*Work to be completed:* Word for word, repeat the lines of the records from the first line up to and including the line that contains "position:absolute; translate:-50% -66px;", passing over any pictures.

*The data:*
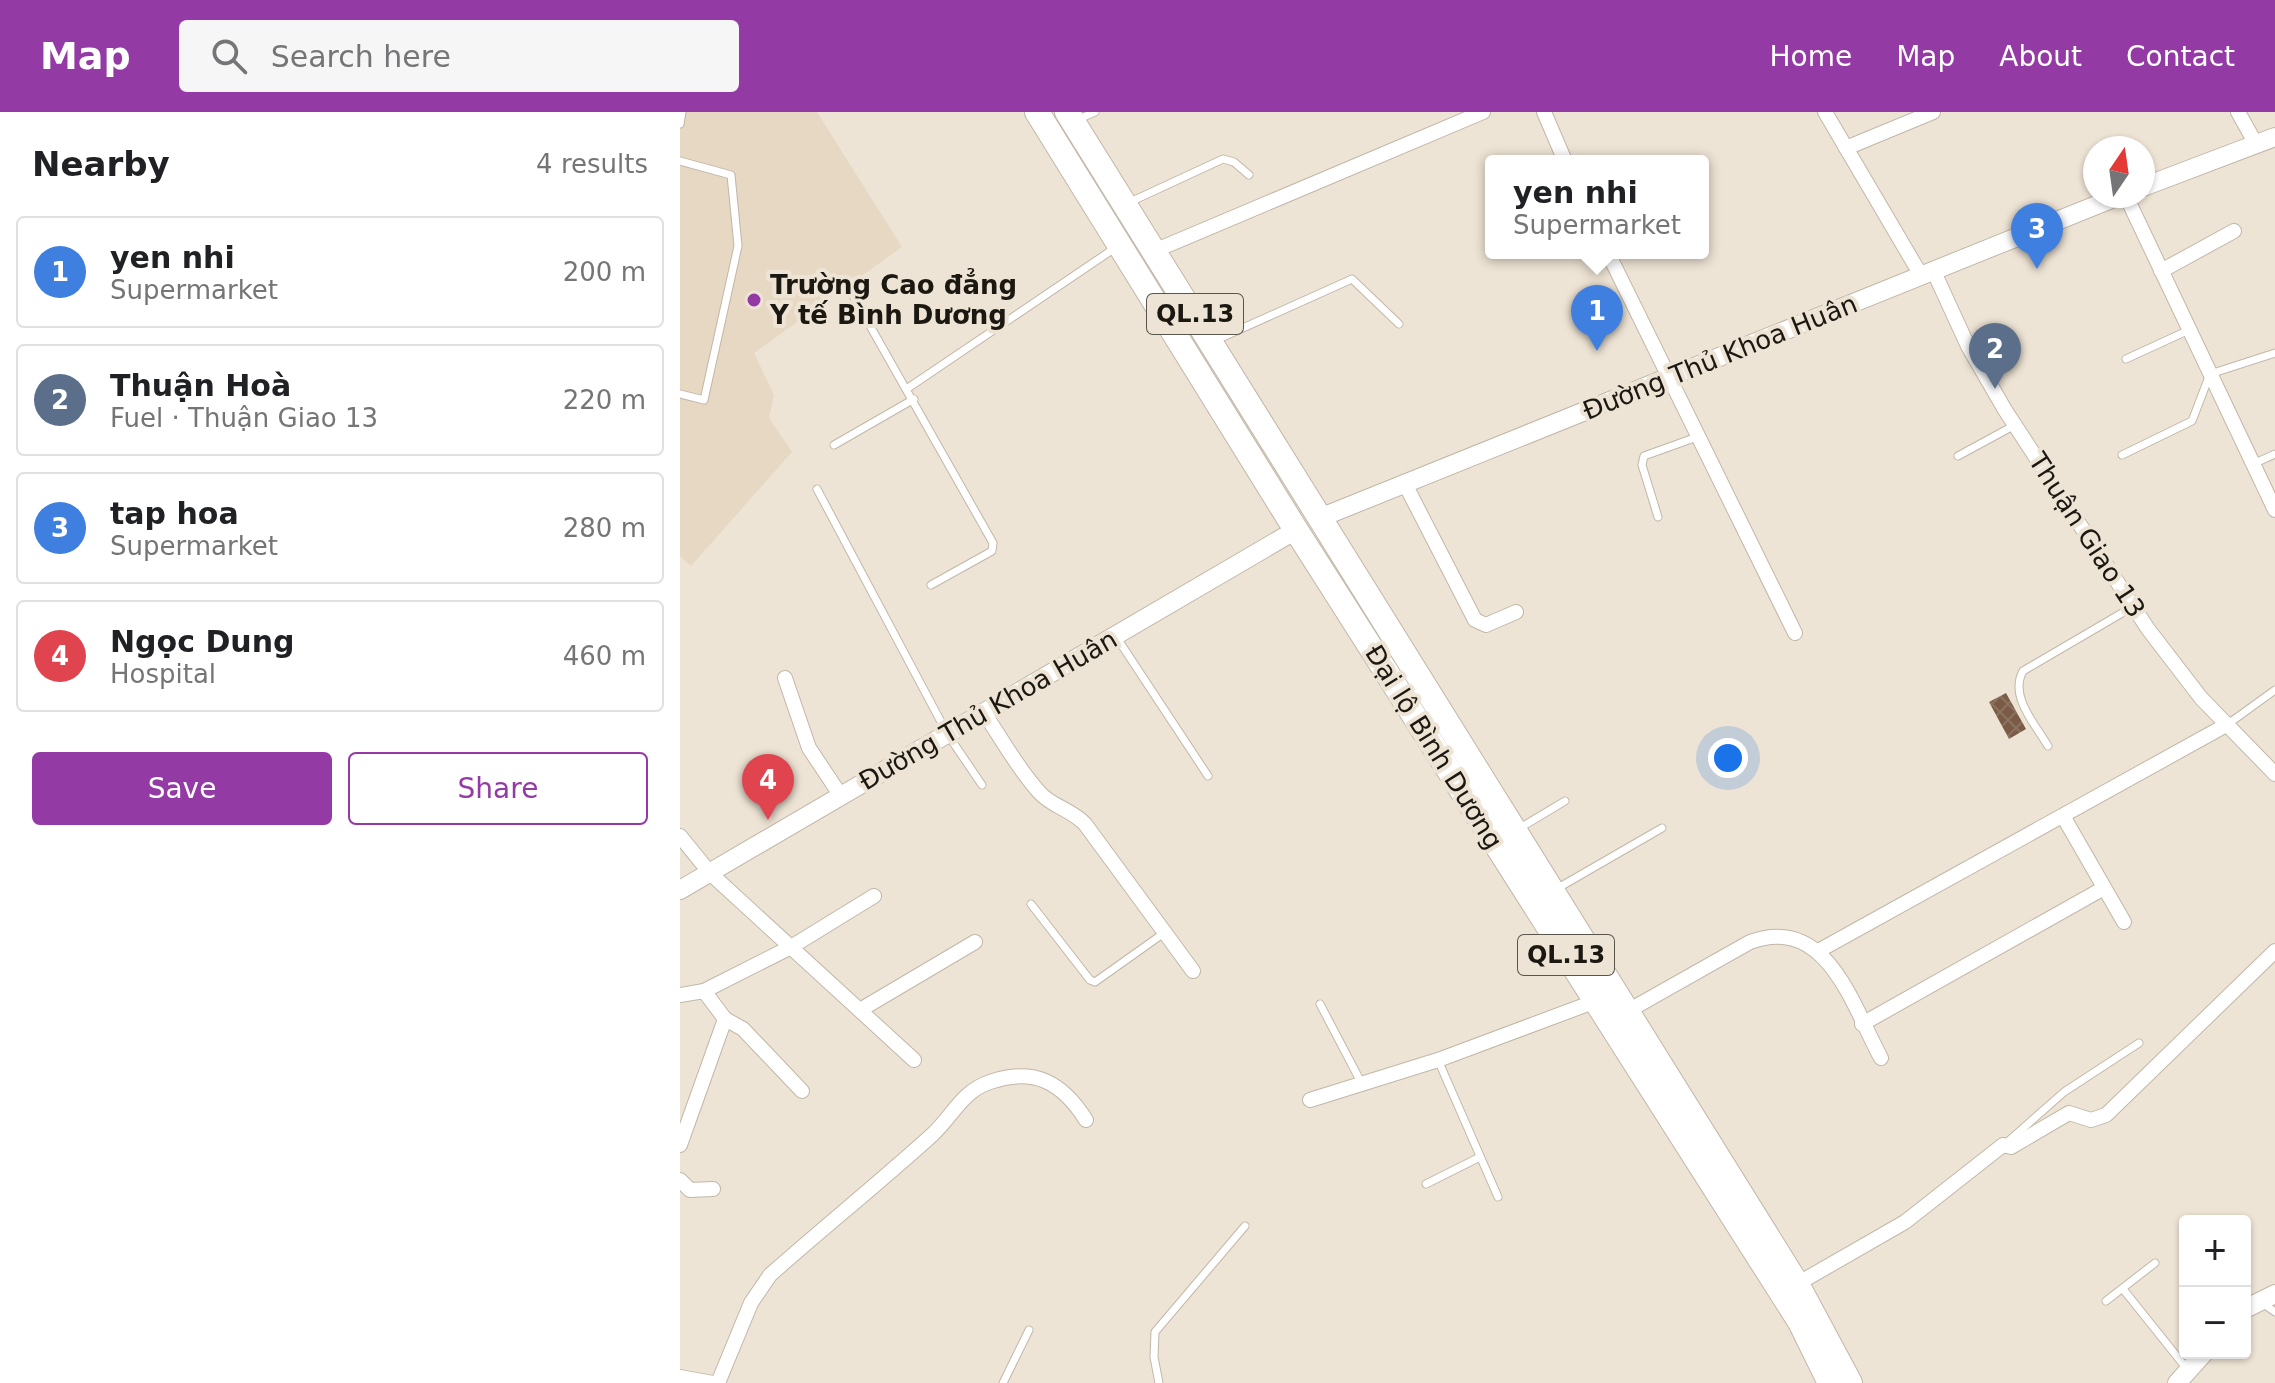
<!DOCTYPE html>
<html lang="en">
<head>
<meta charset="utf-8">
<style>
	body { margin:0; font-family:"DejaVu Sans",sans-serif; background:#f6f6f6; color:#202124 }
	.controls { position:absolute; right:24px; bottom:24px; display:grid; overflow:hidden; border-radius:8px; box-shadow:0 2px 6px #0004 }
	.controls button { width:72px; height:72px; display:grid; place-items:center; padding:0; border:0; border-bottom:2px solid #e0e0e0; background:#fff; color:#202124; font:40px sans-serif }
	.compass { position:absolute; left:1403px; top:24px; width:72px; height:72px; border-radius:50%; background:#fff; box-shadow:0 2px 6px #0004; rotate:13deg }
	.you { position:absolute; left:1048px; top:646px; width:28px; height:28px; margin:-20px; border:6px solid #fff; border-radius:50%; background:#1a73e8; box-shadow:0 0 0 12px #1a73e833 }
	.badge { display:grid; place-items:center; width:52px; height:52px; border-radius:50%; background:#943aa5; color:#fff; font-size:26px; font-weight:700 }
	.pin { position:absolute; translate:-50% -66px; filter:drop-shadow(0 2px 4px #0008) }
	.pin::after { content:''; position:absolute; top:42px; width:28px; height:24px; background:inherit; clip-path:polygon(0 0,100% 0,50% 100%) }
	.popup { position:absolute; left:805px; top:43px; width:224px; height:104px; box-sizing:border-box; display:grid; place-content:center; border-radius:8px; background:#fff; filter:drop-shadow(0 2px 6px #0005); font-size:26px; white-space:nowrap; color:#757577 }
	.popup b { font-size:30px; color:#202124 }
	.popup::after { content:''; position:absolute; left:50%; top:100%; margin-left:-16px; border:16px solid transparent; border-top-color:#fff }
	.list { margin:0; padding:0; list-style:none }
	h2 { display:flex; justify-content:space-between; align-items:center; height:104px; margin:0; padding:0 32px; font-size:34px }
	h2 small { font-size:26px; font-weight:400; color:#757577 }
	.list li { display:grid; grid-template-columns:52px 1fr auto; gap:24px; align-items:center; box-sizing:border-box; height:112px; margin:0 16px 16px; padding:0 16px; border:2px solid #e0e0e0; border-radius:8px }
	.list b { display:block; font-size:30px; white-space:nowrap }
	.list p { margin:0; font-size:26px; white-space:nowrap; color:#757577 }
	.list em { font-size:26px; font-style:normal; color:#757577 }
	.actions { display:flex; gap:16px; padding:24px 32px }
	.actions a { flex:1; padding:18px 0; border:2px solid #943aa5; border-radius:8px; text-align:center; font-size:28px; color:#943aa5 }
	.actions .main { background:#943aa5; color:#fff }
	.icon { flex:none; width:44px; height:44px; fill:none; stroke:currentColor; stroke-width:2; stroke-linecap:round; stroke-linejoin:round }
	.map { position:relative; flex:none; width:1595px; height:1271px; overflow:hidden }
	header { display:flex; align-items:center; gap:48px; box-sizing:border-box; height:112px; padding:0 40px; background:#943aa5; color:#fff }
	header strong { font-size:38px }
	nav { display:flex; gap:44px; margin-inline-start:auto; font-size:28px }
	.search { width:560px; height:72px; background:#f6f6f6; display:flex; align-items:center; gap:20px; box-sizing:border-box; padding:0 28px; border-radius:8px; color:#757577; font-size:30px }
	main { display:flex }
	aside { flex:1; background:#fff }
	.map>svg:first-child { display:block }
	.built { fill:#e6d8c2 }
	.building { fill:url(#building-cross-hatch) }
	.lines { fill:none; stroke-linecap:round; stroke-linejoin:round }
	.lane-casing { stroke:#c1b7a8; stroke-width:9 }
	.street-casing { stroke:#c1b7a8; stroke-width:16 }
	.secondary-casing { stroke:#c1b7a8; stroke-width:20 }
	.highway-casing { stroke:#c1b7a8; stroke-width:26 }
	.lane { stroke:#fff; stroke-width:7 }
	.street { stroke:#fff; stroke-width:14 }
	.secondary { stroke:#fff; stroke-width:18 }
	.highway { stroke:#fff; stroke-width:24 }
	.poi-dot { fill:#943aa5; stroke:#eee4d5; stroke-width:3 }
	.labels { text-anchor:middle; stroke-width:8; stroke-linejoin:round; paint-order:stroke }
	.shield { fill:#eee4d5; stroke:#5a554c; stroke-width:2 }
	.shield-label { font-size:24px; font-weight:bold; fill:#1b1812 }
	.poi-label { font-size:26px; font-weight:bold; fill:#1b1812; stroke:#eee4d5; text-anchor:start }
	.street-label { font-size:26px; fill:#1b1812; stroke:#eee4d5 }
</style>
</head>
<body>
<header>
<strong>Map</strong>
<div class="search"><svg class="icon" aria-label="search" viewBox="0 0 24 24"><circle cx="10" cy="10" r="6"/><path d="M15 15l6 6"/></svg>Search here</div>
<nav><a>Home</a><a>Map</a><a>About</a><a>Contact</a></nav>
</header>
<main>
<aside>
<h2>Nearby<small>4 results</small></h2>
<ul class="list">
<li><span class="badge" style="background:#3f7fe0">1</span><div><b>yen nhi</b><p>Supermarket</p></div><em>200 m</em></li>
<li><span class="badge" style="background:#5c6f8a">2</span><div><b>Thuận Hoà</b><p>Fuel · Thuận Giao 13</p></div><em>220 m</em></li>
<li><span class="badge" style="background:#3f7fe0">3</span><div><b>tap hoa</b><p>Supermarket</p></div><em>280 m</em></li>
<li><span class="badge" style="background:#e0444e">4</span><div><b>Ngọc Dung</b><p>Hospital</p></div><em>460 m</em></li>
</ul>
<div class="actions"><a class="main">Save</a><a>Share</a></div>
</aside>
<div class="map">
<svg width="1595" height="1271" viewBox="0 0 1595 1271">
	<defs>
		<pattern id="building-cross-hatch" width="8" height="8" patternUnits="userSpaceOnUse" patternTransform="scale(2)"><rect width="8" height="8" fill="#7b5b45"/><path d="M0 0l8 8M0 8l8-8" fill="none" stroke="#8b7362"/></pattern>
	</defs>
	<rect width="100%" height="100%" fill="#eee4d5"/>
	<polygon class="built" points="0,0 137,0 222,135 74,241 94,283 89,306 112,340 11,454 0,444"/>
	<polygon class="building" points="1326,581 1346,617 1329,627 1309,590"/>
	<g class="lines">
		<defs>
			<g id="lane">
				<polyline points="399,7 415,0"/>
				<polyline points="0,12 2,0"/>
				<polyline points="0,49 51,63 58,134 24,288 0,282"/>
				<polyline points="448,91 543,47 554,50 569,63"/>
				<polyline points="172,182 313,431 312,439 251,473"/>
				<polyline points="534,229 672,167 719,212"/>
				<polyline points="1446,247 1509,218"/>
				<polyline points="228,276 435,136"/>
				<polyline points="154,333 234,287"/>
				<polyline points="1442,343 1512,309 1530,262 1595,241"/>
				<polyline points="1278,344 1335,313"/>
				<polyline points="1573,352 1595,342"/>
				<polyline points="137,377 268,623 302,673"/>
				<polyline points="978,405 962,353 964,344 1017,325"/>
				<polyline points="437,526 528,664"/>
				<polyline points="1548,612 1595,578"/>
				<path d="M1368 634C1355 612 1329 584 1343 559L1454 494"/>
				<polyline points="840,716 885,689"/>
				<polyline points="878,776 982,716"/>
				<polyline points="351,792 410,868 415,870 484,821"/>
				<polyline points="640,892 682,972"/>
				<polyline points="758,948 818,1085"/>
				<polyline points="1324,1033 1384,980 1459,931"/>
				<polyline points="746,1072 800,1045"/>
				<polyline points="1443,1177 1507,1257"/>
				<polyline points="1426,1189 1475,1151"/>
				<polyline points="1581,1190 1595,1200"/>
				<polyline points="323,1271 349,1218"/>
				<polyline points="479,1271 474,1245 475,1220 565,1114"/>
			</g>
			<g id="street">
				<polyline points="864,0 885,49"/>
				<polyline points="1145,0 1242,165"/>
				<polyline points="1558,0 1576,32"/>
				<polyline points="1166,36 1253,0"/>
				<polyline points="1446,84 1595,398"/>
				<polyline points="474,139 803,0"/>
				<polyline points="928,141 1115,521"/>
				<polyline points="1481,159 1554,119"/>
				<polyline points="1254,160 1288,234 1325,298 1468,517 1521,586 1595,662"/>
				<polyline points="724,370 795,508 806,513 836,500"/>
				<polyline points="105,566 129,636 161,684"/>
				<path d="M304 601C322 627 338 657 359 680 372 695 391 697 405 712L513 859"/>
				<polyline points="1383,704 1444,810"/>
				<polyline points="0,724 30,761 234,948"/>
				<polyline points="1140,838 1548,612"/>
				<polyline points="24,879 111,835 194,784"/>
				<polyline points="0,883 24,879 45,907 0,1033"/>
				<polyline points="180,898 295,830"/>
				<path d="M946 900 1070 830C1147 802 1172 893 1201 946"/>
				<polyline points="45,907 63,917 122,979"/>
				<polyline points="1182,912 1424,776"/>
				<polyline points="630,988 758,948 916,889"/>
				<polyline points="0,1068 10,1078 33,1077"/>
				<polyline points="1117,1172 1225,1110 1323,1033 1331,1035 1389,1001 1411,1008 1426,1003 1595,839"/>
				<polyline points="0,1265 33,1271"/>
				<path d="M38 1271 71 1191 90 1163C143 1116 199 1071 252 1023 272 1005 282 979 310 970 354 955 382 970 406 1008"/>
			</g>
			<g id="secondary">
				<polyline points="1463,75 1595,25"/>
				<polyline points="642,405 1439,84"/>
				<polyline points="0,778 616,418"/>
				<polyline points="1565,1197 1595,1182"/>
				<polyline points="1497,1271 1524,1241"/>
			</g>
			<g id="highway">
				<polyline points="357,0 616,418 1120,1210 1150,1271"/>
				<polyline points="387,0 1117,1172 1170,1271"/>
			</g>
		</defs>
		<use href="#lane" class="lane-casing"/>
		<use href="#street" class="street-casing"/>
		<use href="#secondary" class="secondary-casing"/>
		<use href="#highway" class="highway-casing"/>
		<use href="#lane" class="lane"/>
		<use href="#street" class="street"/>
		<use href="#secondary" class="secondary"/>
		<use href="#highway" class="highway"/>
	</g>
	<circle class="poi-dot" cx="74" cy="188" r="8"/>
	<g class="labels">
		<g class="shield">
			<rect x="467" y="182" width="96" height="40" rx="6"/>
			<rect x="838" y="823" width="96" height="40" rx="6"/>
		</g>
		<g class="shield-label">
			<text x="515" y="210">QL.13</text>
			<text x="886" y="851">QL.13</text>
		</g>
		<g class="poi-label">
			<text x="90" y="182">Trường Cao đẳng<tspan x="90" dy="30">Y tế Bình Dương</tspan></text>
		</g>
		<g class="street-label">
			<text transform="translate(1040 245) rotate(-22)" y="9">Đường Thủ Khoa Huân</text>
			<text transform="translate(1407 423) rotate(57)" y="9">Thuận Giao 13</text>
			<text transform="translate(308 598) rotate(-30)" y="9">Đường Thủ Khoa Huân</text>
			<text transform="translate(754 635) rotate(58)" y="9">Đại lộ Bình Dương</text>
		</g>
	</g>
</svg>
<div class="controls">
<button>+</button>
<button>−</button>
</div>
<svg class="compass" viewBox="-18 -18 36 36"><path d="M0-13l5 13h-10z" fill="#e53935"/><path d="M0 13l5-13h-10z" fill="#757577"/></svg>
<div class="you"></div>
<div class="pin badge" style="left:917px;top:239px;background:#3f7fe0">1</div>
<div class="popup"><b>yen nhi</b>Supermarket</div>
<div class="pin badge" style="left:1315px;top:277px;background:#5c6f8a">2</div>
<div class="pin badge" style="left:1357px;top:157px;background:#3f7fe0">3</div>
<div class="pin badge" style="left:88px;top:708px;background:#e0444e">4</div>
</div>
</main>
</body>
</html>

*Answer to this task:*
<!DOCTYPE html>
<html lang="en">
<head>
<meta charset="utf-8">
<style>
	body { margin:0; font-family:"DejaVu Sans",sans-serif; background:#f6f6f6; color:#202124 }
	.controls { position:absolute; right:24px; bottom:24px; display:grid; overflow:hidden; border-radius:8px; box-shadow:0 2px 6px #0004 }
	.controls button { width:72px; height:72px; display:grid; place-items:center; padding:0; border:0; border-bottom:2px solid #e0e0e0; background:#fff; color:#202124; font:40px sans-serif }
	.compass { position:absolute; left:1403px; top:24px; width:72px; height:72px; border-radius:50%; background:#fff; box-shadow:0 2px 6px #0004; rotate:13deg }
	.you { position:absolute; left:1048px; top:646px; width:28px; height:28px; margin:-20px; border:6px solid #fff; border-radius:50%; background:#1a73e8; box-shadow:0 0 0 12px #1a73e833 }
	.badge { display:grid; place-items:center; width:52px; height:52px; border-radius:50%; background:#943aa5; color:#fff; font-size:26px; font-weight:700 }
	.pin { position:absolute; translate:-50% -66px; filter:drop-shadow(0 2px 4px #0008) }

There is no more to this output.